Each line of the material below with the word "hidden" is to be reported.

--- START ---

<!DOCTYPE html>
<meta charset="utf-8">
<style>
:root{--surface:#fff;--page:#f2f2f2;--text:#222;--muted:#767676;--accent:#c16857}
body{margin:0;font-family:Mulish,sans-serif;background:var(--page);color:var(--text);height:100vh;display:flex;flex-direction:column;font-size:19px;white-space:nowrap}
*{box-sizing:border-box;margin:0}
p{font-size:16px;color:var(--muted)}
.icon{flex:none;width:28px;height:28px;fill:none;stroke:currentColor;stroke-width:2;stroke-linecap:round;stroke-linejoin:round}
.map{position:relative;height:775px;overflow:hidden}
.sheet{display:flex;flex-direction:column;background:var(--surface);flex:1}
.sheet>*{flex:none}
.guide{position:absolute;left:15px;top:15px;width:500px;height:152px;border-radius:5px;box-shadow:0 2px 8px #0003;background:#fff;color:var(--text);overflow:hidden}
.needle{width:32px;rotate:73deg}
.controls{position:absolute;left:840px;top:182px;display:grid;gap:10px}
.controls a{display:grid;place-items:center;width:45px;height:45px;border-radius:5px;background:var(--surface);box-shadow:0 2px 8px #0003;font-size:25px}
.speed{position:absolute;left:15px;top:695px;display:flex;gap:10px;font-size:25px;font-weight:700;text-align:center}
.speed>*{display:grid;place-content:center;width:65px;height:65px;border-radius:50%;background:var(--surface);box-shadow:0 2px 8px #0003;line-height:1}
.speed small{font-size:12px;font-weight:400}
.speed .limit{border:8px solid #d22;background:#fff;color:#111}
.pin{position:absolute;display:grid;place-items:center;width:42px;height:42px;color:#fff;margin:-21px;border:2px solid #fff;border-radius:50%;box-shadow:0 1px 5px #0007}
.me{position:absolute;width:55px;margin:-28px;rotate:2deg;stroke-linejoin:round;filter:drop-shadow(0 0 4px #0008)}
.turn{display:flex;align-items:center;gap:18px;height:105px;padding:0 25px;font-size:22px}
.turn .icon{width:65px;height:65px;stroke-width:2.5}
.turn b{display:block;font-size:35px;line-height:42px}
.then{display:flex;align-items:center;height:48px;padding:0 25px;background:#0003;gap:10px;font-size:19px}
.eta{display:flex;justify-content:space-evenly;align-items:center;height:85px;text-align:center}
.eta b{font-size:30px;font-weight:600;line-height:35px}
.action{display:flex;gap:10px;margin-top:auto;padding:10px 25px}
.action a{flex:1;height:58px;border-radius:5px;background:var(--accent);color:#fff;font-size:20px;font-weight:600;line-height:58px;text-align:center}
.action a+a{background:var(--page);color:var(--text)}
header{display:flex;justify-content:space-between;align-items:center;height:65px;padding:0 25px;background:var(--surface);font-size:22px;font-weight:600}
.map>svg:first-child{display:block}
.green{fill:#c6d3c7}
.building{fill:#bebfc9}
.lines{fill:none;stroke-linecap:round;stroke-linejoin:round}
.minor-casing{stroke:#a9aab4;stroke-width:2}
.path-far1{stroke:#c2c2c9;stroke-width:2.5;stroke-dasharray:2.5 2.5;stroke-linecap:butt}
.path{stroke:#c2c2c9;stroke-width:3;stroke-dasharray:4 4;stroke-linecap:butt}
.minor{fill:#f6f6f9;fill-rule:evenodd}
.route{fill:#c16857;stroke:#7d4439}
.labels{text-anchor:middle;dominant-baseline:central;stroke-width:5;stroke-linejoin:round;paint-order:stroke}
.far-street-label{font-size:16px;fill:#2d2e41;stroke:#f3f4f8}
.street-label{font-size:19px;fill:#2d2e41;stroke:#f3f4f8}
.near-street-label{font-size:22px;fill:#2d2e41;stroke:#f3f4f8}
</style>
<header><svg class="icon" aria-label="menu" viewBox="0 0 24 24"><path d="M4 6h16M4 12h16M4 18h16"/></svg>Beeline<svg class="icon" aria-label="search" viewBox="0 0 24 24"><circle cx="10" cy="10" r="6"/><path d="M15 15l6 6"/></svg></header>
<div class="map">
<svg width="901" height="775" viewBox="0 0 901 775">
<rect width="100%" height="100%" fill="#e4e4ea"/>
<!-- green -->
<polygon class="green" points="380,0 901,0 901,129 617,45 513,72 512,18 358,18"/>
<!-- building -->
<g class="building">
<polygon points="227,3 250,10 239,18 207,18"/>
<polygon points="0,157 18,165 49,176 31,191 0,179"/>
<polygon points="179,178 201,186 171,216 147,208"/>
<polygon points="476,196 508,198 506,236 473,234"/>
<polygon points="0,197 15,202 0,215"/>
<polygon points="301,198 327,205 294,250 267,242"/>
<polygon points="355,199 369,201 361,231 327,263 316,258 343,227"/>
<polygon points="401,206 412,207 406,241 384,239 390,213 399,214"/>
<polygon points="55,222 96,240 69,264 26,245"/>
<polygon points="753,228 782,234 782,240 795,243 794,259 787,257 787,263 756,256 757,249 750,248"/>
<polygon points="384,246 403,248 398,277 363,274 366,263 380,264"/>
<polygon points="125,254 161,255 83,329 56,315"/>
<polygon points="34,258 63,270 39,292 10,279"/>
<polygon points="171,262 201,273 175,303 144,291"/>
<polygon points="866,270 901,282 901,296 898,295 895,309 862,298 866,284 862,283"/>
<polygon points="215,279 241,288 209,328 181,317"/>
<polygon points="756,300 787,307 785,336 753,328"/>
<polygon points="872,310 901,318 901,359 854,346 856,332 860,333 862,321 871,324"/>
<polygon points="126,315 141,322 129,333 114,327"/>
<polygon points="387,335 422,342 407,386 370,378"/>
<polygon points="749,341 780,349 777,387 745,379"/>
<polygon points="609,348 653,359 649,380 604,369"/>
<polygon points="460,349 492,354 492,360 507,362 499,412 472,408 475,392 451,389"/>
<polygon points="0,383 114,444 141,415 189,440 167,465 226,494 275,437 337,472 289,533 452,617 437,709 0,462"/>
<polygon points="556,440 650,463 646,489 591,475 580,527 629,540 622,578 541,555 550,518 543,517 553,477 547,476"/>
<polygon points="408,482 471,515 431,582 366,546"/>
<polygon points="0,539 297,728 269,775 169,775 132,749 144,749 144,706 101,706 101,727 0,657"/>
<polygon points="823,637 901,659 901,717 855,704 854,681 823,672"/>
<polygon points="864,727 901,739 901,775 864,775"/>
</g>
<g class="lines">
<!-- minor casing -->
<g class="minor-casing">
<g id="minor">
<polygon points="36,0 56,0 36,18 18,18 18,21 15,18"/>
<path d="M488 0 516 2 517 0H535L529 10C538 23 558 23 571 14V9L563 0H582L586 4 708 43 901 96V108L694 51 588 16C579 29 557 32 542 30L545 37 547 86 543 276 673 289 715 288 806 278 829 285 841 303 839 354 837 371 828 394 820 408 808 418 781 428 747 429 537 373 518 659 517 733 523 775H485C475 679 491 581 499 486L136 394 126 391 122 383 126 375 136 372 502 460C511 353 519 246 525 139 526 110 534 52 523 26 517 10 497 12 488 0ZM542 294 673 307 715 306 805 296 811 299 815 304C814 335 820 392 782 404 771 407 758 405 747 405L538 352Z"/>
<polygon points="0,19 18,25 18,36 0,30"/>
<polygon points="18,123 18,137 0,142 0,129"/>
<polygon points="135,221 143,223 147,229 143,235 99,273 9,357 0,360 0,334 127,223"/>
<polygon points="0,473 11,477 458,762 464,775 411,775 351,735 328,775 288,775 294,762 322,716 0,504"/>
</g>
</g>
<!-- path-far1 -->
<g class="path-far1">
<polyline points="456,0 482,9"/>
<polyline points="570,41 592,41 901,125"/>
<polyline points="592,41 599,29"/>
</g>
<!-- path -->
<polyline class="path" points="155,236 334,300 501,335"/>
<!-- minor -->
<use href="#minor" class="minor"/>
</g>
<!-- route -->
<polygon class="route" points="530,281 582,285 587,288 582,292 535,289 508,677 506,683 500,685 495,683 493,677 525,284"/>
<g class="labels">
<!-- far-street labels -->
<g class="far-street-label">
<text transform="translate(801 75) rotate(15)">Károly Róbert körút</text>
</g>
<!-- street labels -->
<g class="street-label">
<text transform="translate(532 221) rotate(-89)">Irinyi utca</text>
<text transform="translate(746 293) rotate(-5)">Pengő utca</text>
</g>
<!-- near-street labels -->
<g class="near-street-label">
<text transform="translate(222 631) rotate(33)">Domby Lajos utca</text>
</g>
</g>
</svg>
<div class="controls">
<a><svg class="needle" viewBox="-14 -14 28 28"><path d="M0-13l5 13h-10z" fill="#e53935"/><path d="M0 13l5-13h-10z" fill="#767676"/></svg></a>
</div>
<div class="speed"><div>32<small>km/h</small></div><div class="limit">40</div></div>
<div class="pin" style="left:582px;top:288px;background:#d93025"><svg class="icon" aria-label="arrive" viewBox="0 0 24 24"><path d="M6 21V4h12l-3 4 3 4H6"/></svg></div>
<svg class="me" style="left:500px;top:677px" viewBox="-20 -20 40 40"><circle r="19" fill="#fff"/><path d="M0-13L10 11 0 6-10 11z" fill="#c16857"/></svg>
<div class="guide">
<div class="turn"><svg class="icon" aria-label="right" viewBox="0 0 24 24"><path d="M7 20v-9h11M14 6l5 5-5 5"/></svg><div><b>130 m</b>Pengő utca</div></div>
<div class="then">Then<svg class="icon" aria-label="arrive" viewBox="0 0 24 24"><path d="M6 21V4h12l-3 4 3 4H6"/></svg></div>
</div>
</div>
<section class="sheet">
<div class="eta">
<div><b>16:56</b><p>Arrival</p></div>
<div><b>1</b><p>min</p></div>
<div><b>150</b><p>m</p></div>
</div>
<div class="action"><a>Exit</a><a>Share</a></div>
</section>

--- END ---

▶ **SOLUTION**:
.map{position:relative;height:775px;overflow:hidden}
.guide{position:absolute;left:15px;top:15px;width:500px;height:152px;border-radius:5px;box-shadow:0 2px 8px #0003;background:#fff;color:var(--text);overflow:hidden}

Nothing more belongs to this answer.